How we select Supreme Court justices is therefore of utmost importance to all Canadians. That is why last August, our government announced a new Supreme Court of Canada appointment process that is open, transparent, and accountable. Under this process, an independent, non-partisan advisory panel was formed and was tasked to put forward the candidacy of qualified, high-calibre jurists who are functionally bilingual and representative of the diversity of our great country.
Former prime minister Kim Campbell presides over this advisory panel made up of seven members who have ties to every corner of the country. Four of them were selected through independent professional agencies, and the panel also includes non-jurists. The advisory panel will review the candidacies and will present a short list of three to five people to the for his consideration.
When the Prime Minister announced the new Supreme Court appointment process in August, many people were surprised to learn that the jurist selected to replace Justice Richard Cromwell would be chosen from a list of candidates who are not exclusively from one of the Atlantic provinces. I can see why people may be surprised, since this contravenes the practice that has been used to date.
However, sometimes traditional practices need to be reconsidered, and we believe it is time to do just that and see where it will lead us.
We are aware of how important the composition of the Supreme Court is and that some parts of the process are established by legislation. For example, under the Supreme Court Act, at least three of the judges must be appointed from among the judges of the Court of Appeal or of the Superior Court of the Province of Quebec or from among the advocates of that province. That is not simply a matter of geography, but a consequence of the nature of Canada's justice system, which is based on two legal traditions.
As many of my colleagues know, Quebec's legal system is based on the civil law tradition, whereas that of most of the other provinces is based on the British model of common law.
The appointment to the Supreme Court of three justices from the list of Quebec's great legal minds seeks to ensure that the highest court in the land is equipped with people who understand the traditions of that legal system, not just representatives of a particular province.
In addition to this critical distinction in the law, there are other important elements that need to be considered and that go far beyond geographical considerations.
The first woman to be appointed to the Supreme Court was the Hon. Bertha Wilson in 1982. Since then, many other women have been appointed. It is now an accepted practice to strike a balance in gender representation among justices of the Supreme Court. However, other groups that have always been under-represented have not managed to make such significant advances.

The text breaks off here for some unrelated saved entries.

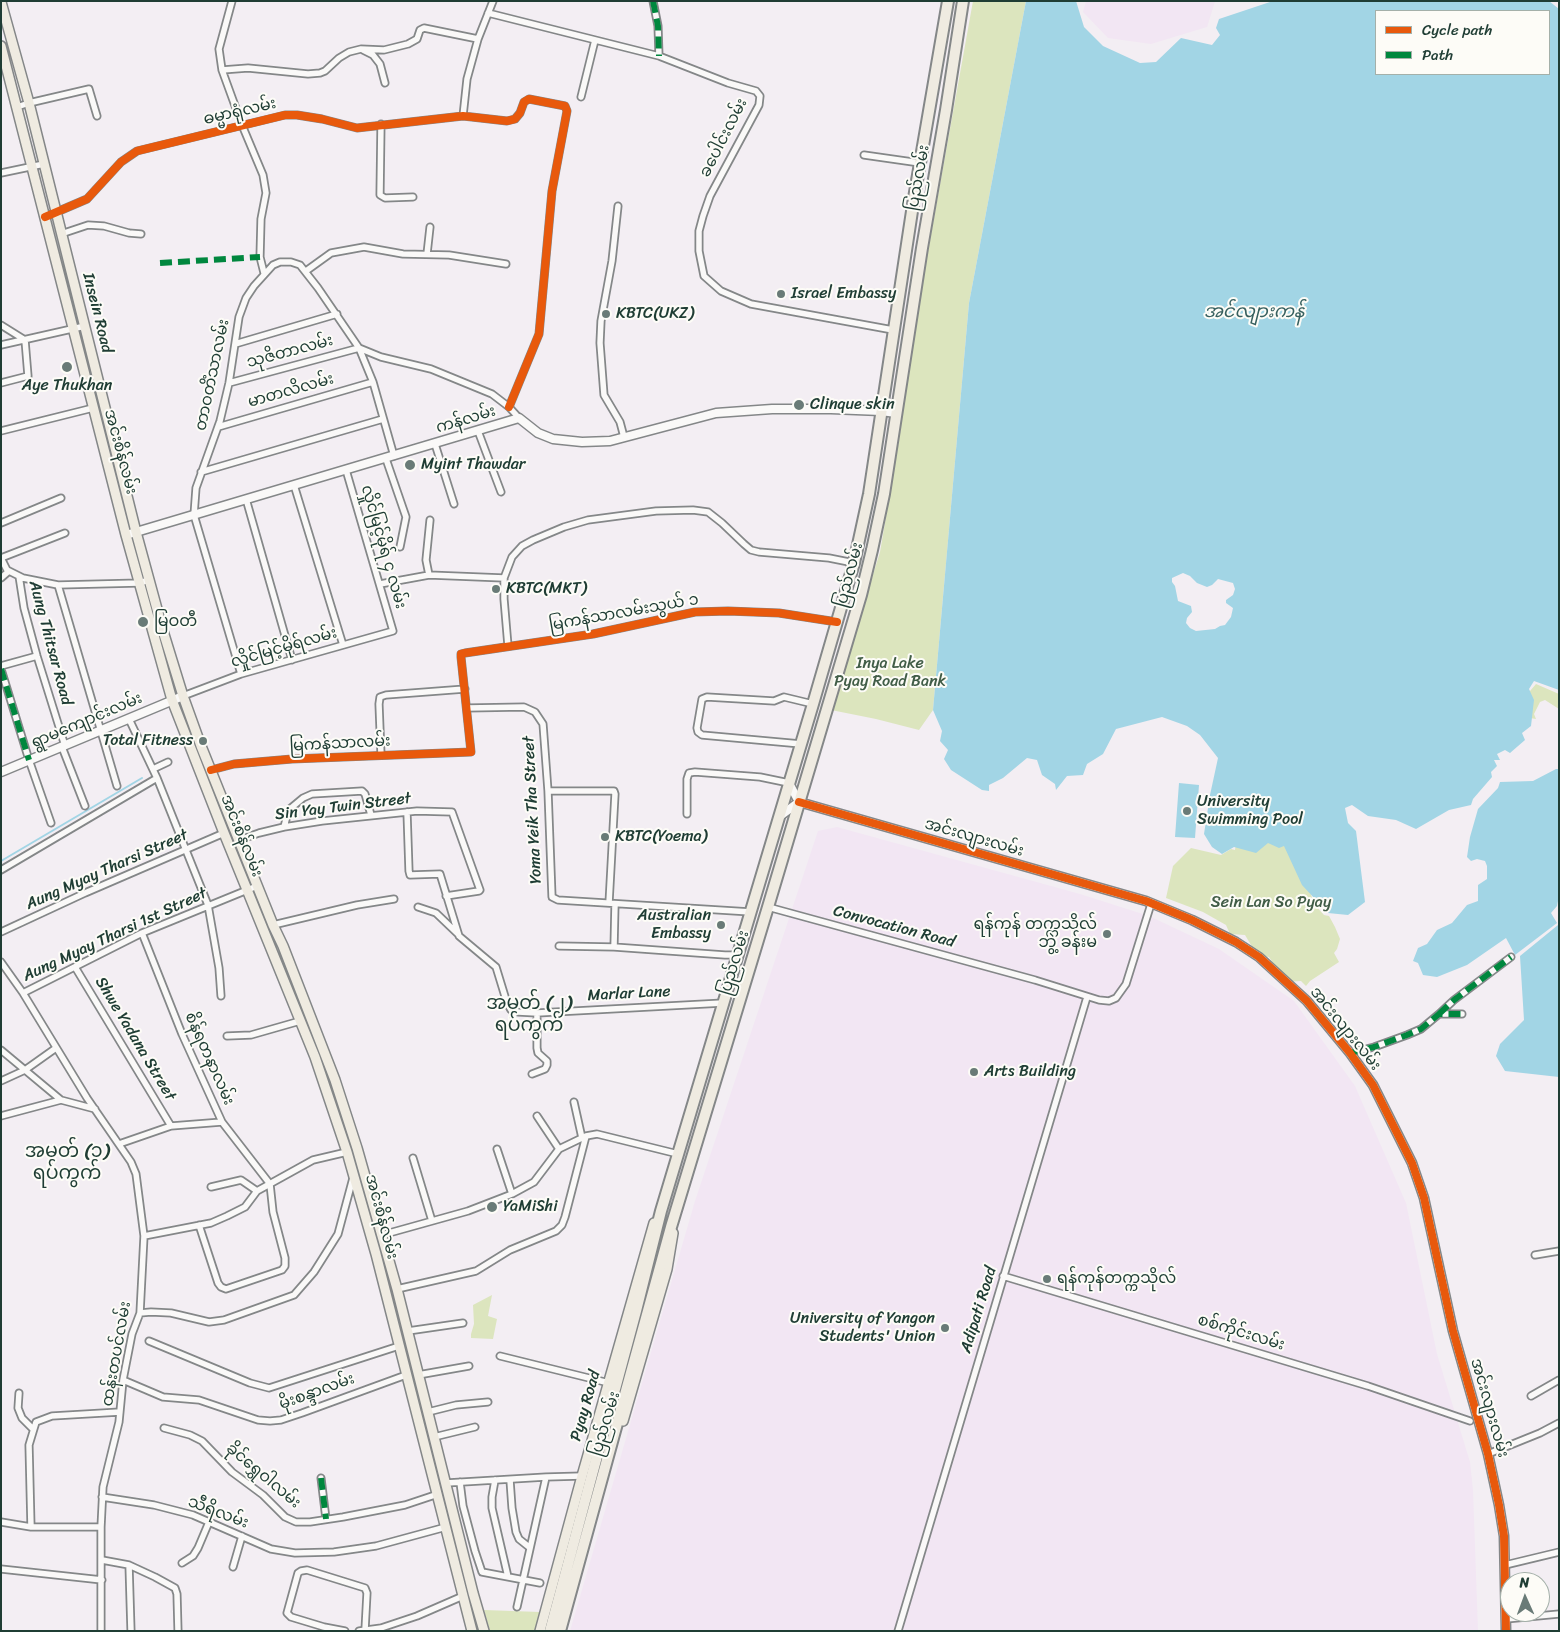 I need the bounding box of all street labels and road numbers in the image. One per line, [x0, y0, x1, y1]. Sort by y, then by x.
street label: ဓမ္မာရုံလမ်း [202, 94, 278, 130]
street label: ခပေါင်းလမ်း [696, 95, 752, 181]
street label: ပြည်လမ်း [904, 144, 934, 212]
street label: Insein Road [78, 271, 116, 355]
street label: တာဝတိံသာလမ်း [192, 317, 234, 433]
street label: သုဇိတာလမ်း [245, 331, 335, 373]
street label: မာတလိလမ်း [246, 370, 336, 412]
street label: ကန်လမ်း [434, 402, 498, 438]
street label: အင်းစိန်လမ်း [99, 407, 141, 497]
street label: လှိုင်မြင့်မိုရ် ၄ လမ်း [356, 483, 410, 611]
street label: ပြည်လမ်း [832, 540, 868, 610]
street label: Aung Thitsar Road [24, 579, 76, 707]
street label: မြကန်သာလမ်းသွယ် ၁ [548, 590, 700, 636]
street label: လှိုင်မြင့်မိုရ်လမ်း [229, 624, 339, 672]
street label: ရွာမကျောင်းလမ်း [29, 689, 145, 753]
street label: မြကန်သာလမ်း [289, 732, 391, 756]
street label: Yoma Yeik Tha Street [520, 736, 546, 884]
street label: Sin Yay Twin Street [274, 789, 412, 825]
street label: အင်းစိန်လမ်း [216, 792, 266, 880]
street label: အင်းလျားလမ်း [922, 815, 1026, 861]
street label: Aung Myay Tharsi Street [23, 826, 191, 914]
street label: Aung Myay Tharsi 1st Street [20, 884, 210, 986]
street label: Convocation Road [831, 902, 957, 952]
street label: ပြည်လမ်း [716, 928, 754, 998]
street label: Shwe Yadana Street [91, 974, 179, 1104]
street label: Marlar Lane [587, 982, 671, 1006]
street label: အင်းလျားလမ်း [1305, 983, 1385, 1075]
street label: စိန်ရတနာလမ်း [180, 1010, 238, 1108]
street label: အင်းစိန်လမ်း [360, 1172, 402, 1262]
street label: Adipati Road [957, 1265, 1001, 1355]
street label: ထန်းတပင်လမ်း [98, 1300, 136, 1408]
street label: စစ်ကိုင်းလမ်း [1195, 1311, 1287, 1355]
street label: အင်းလျားလမ်း [1466, 1356, 1512, 1460]
street label: Pyay Road [567, 1368, 605, 1444]
street label: မိုးစန္ဒာလမ်း [277, 1369, 357, 1415]
street label: ပြည်လမ်း [587, 1389, 625, 1459]
street label: ခိုင်ရွှေဝါလမ်း [222, 1439, 304, 1513]
street label: သီရိလမ်း [185, 1493, 251, 1533]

The government is determined to have the Supreme Court of Canada reflect the diversity of Canadian society.
By allowing people across the country to apply under the new process, we hope, to some extent, to see this vast diversity reflected in the selection of the judges who will sit on Canada's highest court for many years. We believe that the Supreme Court will benefit not only from their vast legal knowledge and experience, but also from their life experience.

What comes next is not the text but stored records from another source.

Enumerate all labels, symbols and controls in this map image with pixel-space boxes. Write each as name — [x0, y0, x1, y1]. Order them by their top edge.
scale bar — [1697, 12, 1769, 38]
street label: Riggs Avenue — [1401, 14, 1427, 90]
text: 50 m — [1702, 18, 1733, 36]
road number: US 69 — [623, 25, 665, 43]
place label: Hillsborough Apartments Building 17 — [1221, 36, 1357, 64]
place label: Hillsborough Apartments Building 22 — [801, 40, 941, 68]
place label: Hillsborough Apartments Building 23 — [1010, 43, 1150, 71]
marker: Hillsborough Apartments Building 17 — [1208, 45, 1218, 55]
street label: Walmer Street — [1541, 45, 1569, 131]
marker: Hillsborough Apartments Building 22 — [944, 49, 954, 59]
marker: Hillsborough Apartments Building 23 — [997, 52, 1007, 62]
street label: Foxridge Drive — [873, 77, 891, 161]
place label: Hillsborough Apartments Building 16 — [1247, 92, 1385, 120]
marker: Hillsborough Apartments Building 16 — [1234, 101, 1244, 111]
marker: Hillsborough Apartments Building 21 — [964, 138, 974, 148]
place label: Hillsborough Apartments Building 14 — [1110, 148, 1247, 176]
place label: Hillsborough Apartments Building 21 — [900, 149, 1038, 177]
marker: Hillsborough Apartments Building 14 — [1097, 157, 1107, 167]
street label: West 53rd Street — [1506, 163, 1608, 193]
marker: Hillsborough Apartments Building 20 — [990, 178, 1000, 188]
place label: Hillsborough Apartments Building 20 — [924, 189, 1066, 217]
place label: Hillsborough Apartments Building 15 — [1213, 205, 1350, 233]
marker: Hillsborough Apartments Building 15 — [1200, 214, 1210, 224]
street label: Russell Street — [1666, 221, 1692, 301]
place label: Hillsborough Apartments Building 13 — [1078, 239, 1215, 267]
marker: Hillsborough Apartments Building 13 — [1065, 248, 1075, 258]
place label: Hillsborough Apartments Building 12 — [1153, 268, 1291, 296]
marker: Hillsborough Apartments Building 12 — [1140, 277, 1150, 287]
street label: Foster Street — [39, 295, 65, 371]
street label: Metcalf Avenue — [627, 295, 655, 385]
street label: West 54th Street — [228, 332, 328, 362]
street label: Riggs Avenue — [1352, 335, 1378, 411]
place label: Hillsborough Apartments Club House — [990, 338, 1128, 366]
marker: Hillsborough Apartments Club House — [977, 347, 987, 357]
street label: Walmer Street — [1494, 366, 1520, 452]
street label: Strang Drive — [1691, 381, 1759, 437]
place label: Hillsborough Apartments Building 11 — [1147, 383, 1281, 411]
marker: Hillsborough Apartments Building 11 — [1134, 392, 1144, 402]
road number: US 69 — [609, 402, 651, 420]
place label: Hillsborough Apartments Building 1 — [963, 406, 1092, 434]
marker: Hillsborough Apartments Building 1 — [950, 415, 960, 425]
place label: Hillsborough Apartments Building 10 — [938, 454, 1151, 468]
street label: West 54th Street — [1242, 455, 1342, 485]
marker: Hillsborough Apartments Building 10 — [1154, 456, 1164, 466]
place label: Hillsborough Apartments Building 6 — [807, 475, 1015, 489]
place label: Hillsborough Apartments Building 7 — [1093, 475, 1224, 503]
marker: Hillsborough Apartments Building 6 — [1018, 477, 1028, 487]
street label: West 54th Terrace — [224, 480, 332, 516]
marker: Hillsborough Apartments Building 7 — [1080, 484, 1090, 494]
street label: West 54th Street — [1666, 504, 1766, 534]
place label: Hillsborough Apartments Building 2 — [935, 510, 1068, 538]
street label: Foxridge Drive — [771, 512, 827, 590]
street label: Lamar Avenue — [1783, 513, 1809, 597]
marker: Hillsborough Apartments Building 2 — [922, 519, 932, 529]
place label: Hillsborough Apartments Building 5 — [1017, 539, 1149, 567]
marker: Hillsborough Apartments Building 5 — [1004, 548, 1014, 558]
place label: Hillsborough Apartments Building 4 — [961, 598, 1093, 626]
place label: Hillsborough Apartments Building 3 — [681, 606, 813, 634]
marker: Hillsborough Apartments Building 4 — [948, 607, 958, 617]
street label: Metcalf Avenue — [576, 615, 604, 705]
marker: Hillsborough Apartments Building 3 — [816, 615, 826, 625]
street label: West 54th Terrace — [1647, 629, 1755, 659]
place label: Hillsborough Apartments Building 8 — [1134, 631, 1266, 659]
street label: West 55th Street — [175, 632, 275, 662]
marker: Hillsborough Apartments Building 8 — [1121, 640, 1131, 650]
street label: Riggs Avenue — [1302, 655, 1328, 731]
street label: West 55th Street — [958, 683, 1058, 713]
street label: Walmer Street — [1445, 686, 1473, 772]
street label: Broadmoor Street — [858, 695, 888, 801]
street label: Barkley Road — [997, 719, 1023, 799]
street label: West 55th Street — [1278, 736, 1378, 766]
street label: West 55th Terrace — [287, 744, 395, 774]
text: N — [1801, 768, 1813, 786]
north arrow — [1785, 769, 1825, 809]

For example, Canada is proud to have an increasing number of talented indigenous jurists, including judges, lawyers, and scholars. Furthermore, our country has many jurists who are people of colour, people with disabilities, members of LGBTQ communities, or people who do not fit the traditional mould of a Supreme Court justice.

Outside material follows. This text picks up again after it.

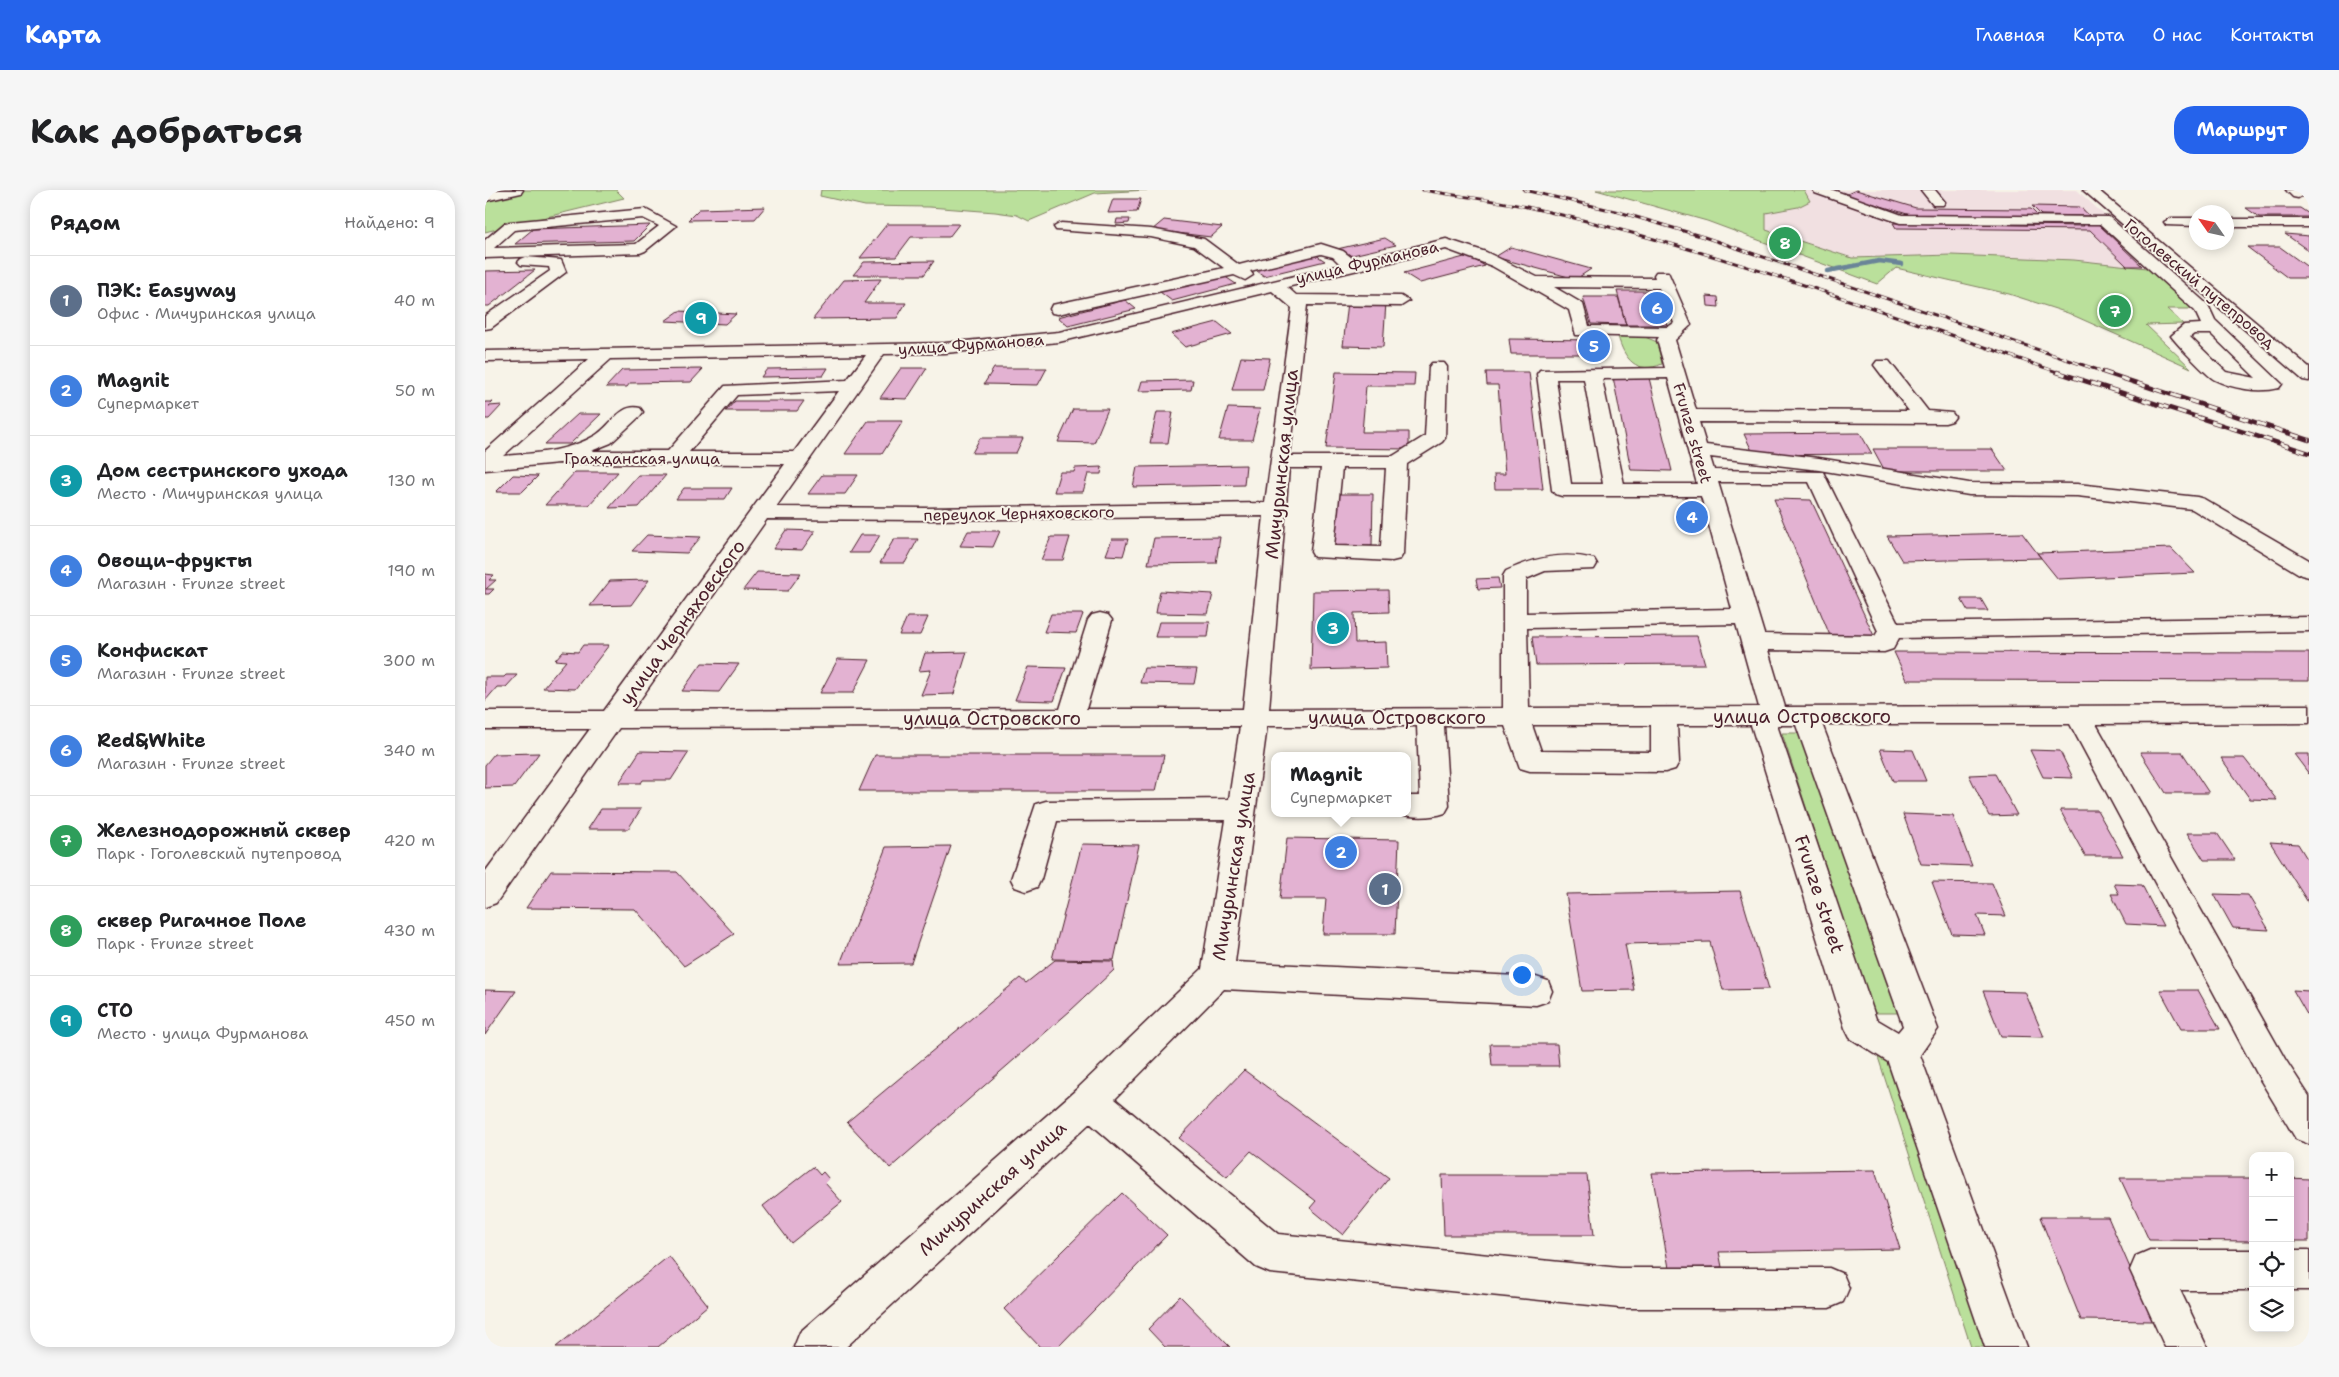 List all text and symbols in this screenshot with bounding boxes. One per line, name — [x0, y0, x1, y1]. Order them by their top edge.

Canadians of all communities are invited to encourage exceptional jurists to apply for the position of Supreme Court of Canada justice. The appointment process that we have established responds in part to the concerns expressed about previous processes. The open nature of the process is unprecedented and addresses some of these concerns.
Some of the country's greatest legal minds have sat on the Supreme Court bench since its inception, and for good reason.
As the said, we will uphold that tradition. We will even strengthen it with an open, transparent, non-partisan process for selecting Supreme Court justices.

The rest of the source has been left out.